#### Collected data entries:

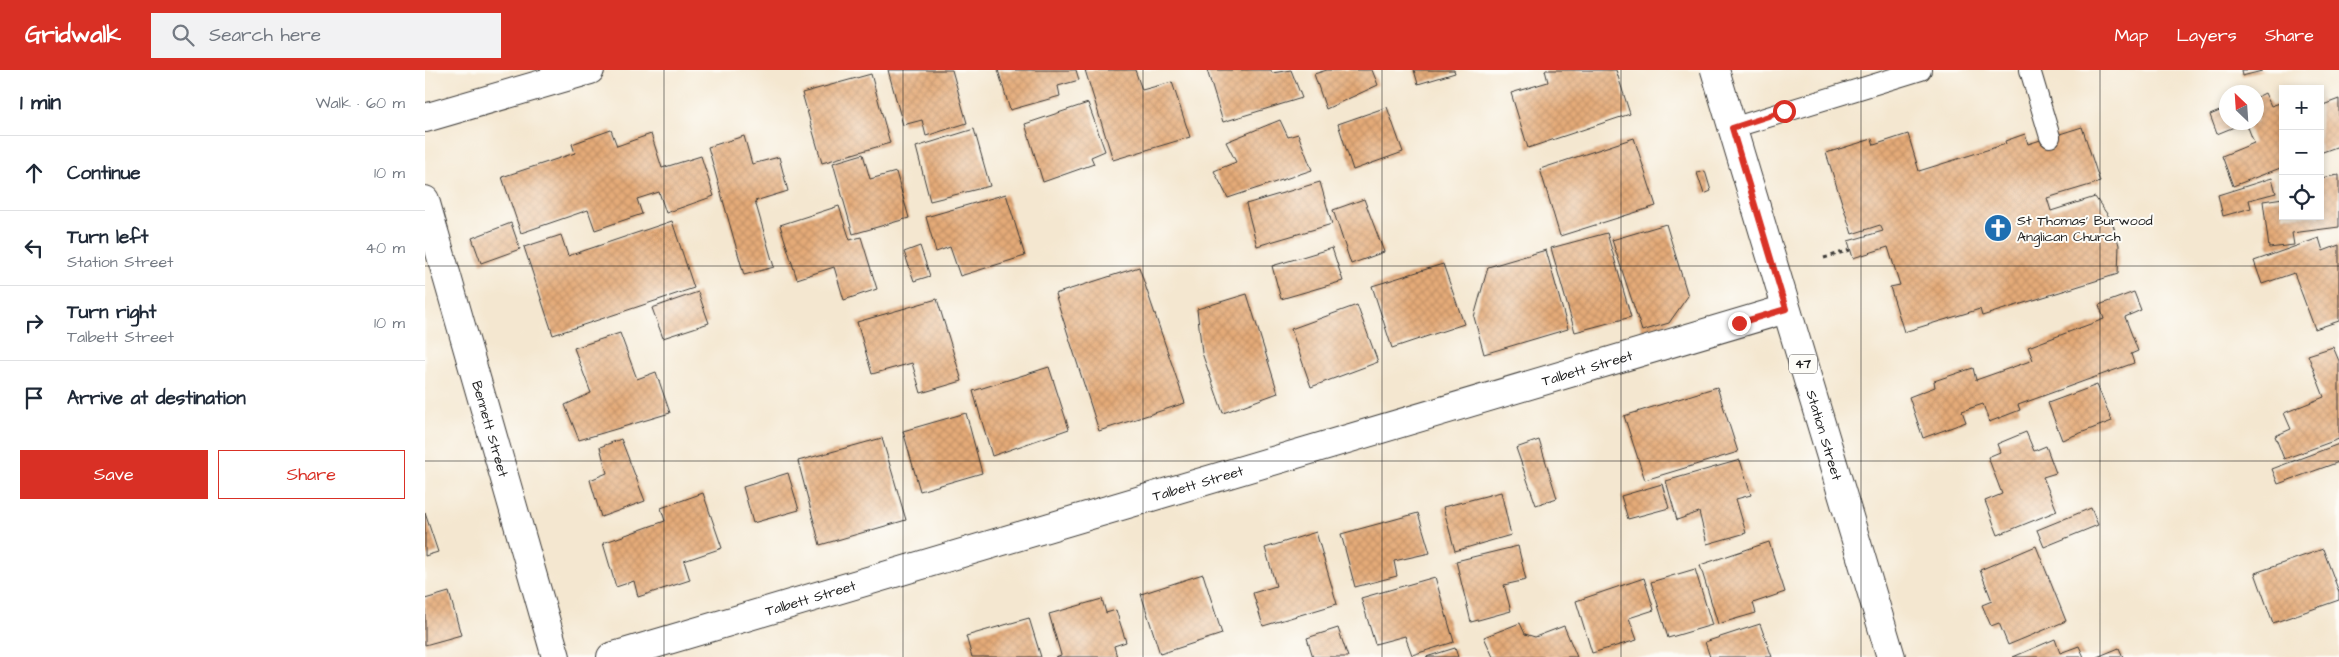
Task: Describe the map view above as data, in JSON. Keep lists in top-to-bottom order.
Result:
{
  "streets": {
    "street": [
      "47",
      "Talbett Street",
      "Bennett Street",
      "Station Street"
    ]
  },
  "crossings": [
    ["Talbett Street", "Station Street"]
  ],
  "places": {
    "church": ["St Thomas' Burwood Anglican Church"]
  },
  "north": "top left",
  "page": {
    "header": "Gridwalk",
    "search": "Search here",
    "nav": ["Map", "Layers", "Share"],
    "heading": ["1 min", "Walk · 60 m"],
    "map_buttons": ["+", "−"],
    "list": [
      ["Continue", "10 m"],
      ["Turn left", "Station Street", "40 m"],
      ["Turn right", "Talbett Street", "10 m"],
      "Arrive at destination"
    ],
    "buttons": ["Save", "Share"]
  }
}
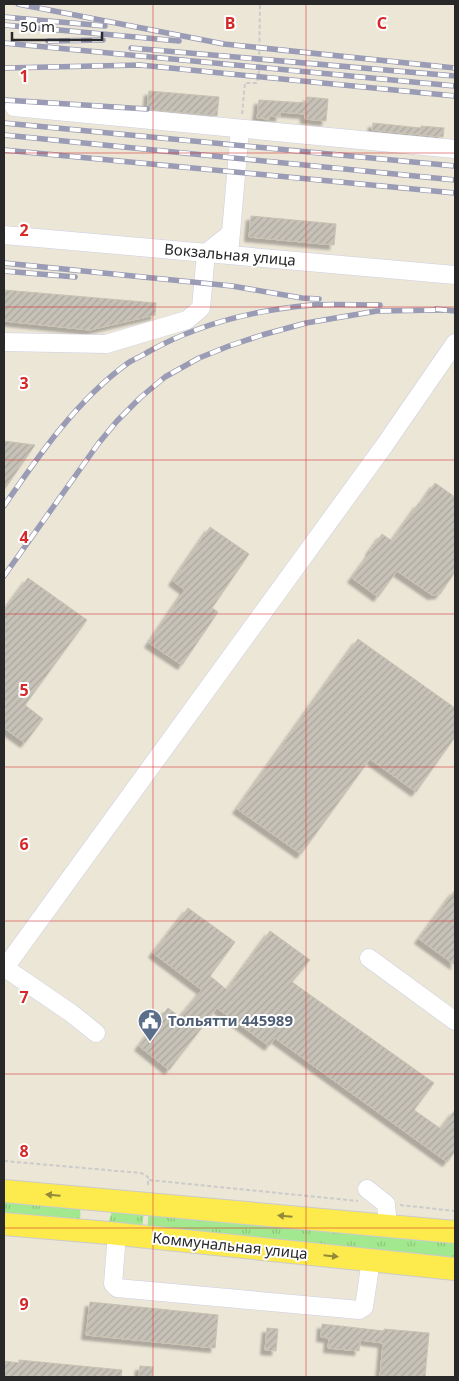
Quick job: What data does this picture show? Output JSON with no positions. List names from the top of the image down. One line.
{"streets":{"main road":["Коммунальная улица"],"street":["Вокзальная улица"]},"places":{"public building":["Тольятти 445989"]},"scale_bar":"50 m","grid":{"columns":["B","C"],"rows":["1","2","3","4","5","6","7","8","9"]}}
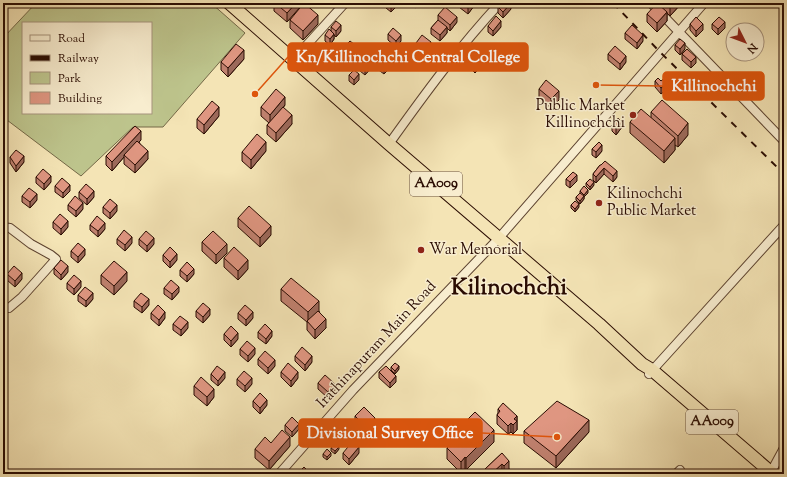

#### WORK REQUIRED:
Word for word, return the entries above, but without any pictures.

#### SOLUTION TO THIS TASK:
Task: Describe the map view above as data, in JSON. Keep lists in top-to-bottom order.
Result:
{
  "streets": {
    "street": [
      "47",
      "Talbett Street",
      "Bennett Street",
      "Station Street"
    ]
  },
  "crossings": [
    ["Talbett Street", "Station Street"]
  ],
  "places": {
    "church": ["St Thomas' Burwood Anglican Church"]
  },
  "north": "top left",
  "page": {
    "header": "Gridwalk",
    "search": "Search here",
    "nav": ["Map", "Layers", "Share"],
    "heading": ["1 min", "Walk · 60 m"],
    "map_buttons": ["+", "−"],
    "list": [
      ["Continue", "10 m"],
      ["Turn left", "Station Street", "40 m"],
      ["Turn right", "Talbett Street", "10 m"],
      "Arrive at destination"
    ],
    "buttons": ["Save", "Share"]
  }
}
Quick job: What data does this picture show? Output JSON with no positions. List names from the top of the image down. One line.
{"streets":{"main road":["Коммунальная улица"],"street":["Вокзальная улица"]},"places":{"public building":["Тольятти 445989"]},"scale_bar":"50 m","grid":{"columns":["B","C"],"rows":["1","2","3","4","5","6","7","8","9"]}}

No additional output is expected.